= Robert Peterson (poet) =

American poet

Robert Peterson (1924, in Denver – September 21, 2000, in Fairfax, California) was a widely anthologized American poet.

==Life==
His childhood was spent in San Francisco at the Fielding Hotel, a Union Square hotel owned by his adoptive parents.
He graduated from the University of California at Berkeley. He was an Army combat medic in the 86th Division, during World War II. He studied at San Francisco State College.

He was writer-in-residence at Reed College, Portland, Oregon from 1969-1971. After leaving Reed College, Peterson lived in Taos, New Mexico. He started his own publishing company, Black Dog Press, in the Bay Area, and created artworks that showed in local galleries.

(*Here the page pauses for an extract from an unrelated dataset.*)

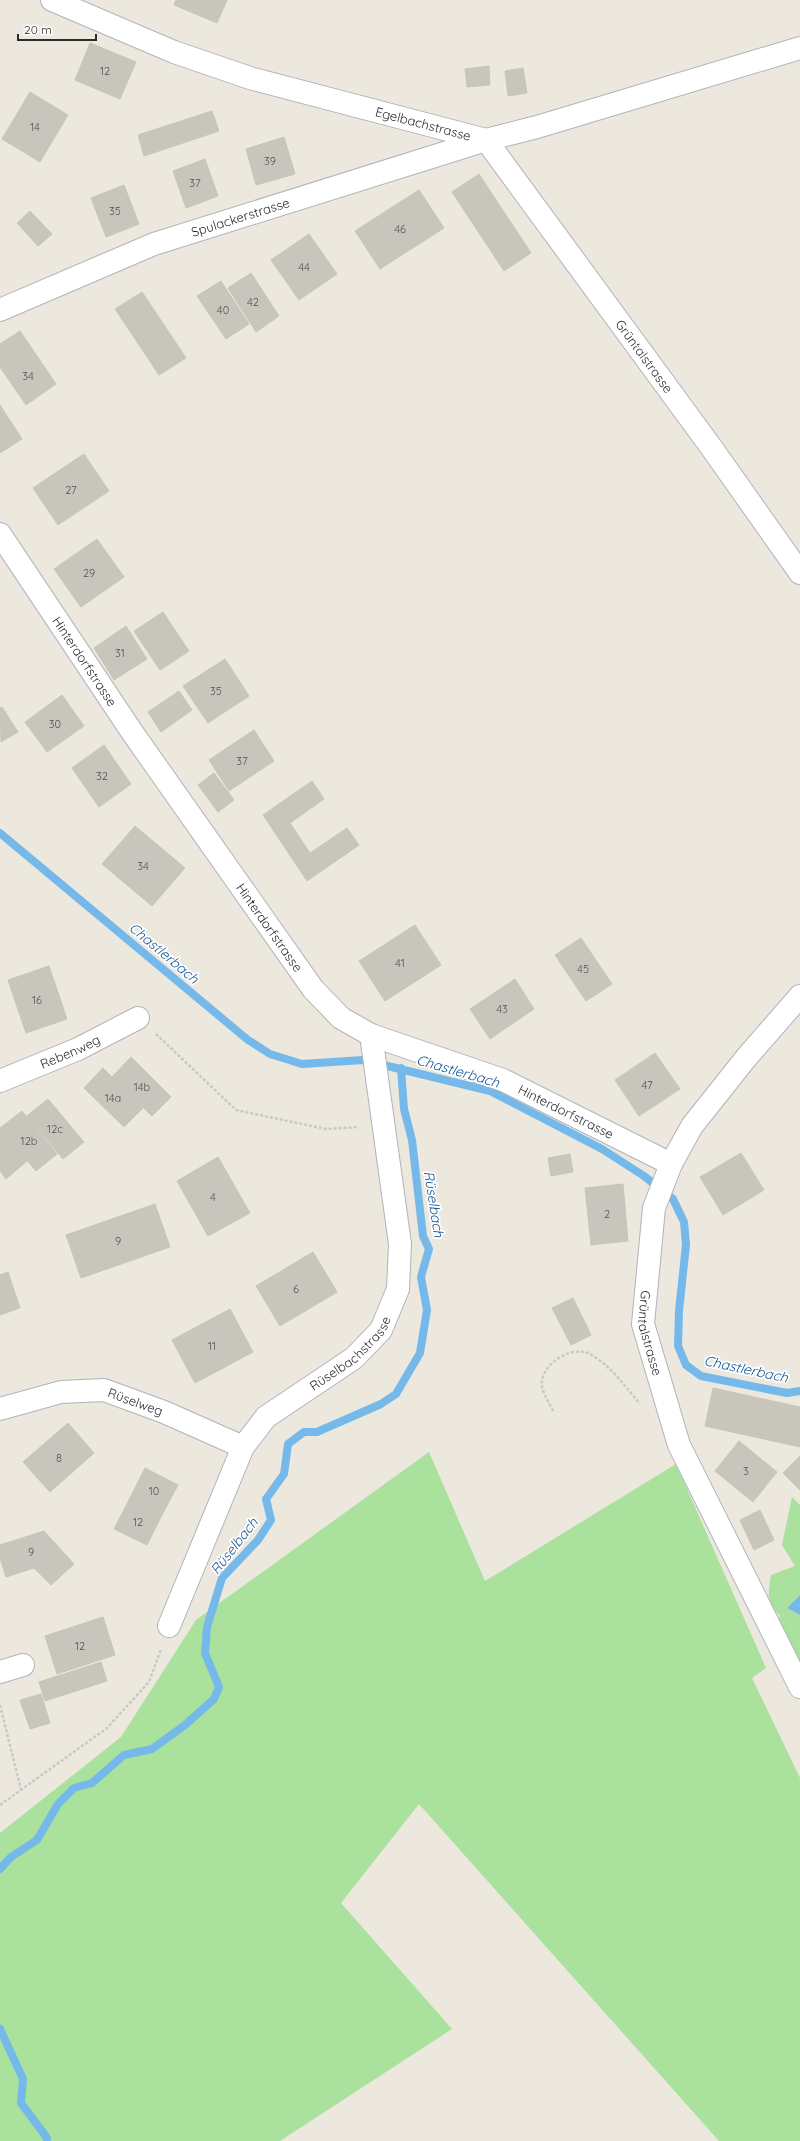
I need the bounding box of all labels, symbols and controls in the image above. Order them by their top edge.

He also served a writer-in-residence at Oregon's Willamette University from 1991-1992.

His papers are held at University of California Santa Cruz.

He died at his home in Fairfax, California.

==Awards==
- 1981 National Poetry Series for Leaving Taos
- 1972-1973 Amy Lowell Poetry Travelling Scholarship
- 1965 National Endowment for the Arts

==Works==
- Home for the Night, Amber House Press, 1962
- "The binnacle: poems" (1967)
- "Lone rider: poem" (1976)
- "Leaving Taos" (1981)
- "The only piano player in La Paz" (1985)
- "All the Time in the World" (1996)

===Anthologies===
- "The geography of home: California's poetry of place" (1999)
- "A Geography of poets: an anthology of the new poetry" (1979)
- Walter Lowenfels (1967). "Where is Vietnam?: American poets respond; an anthology of contemporary poems"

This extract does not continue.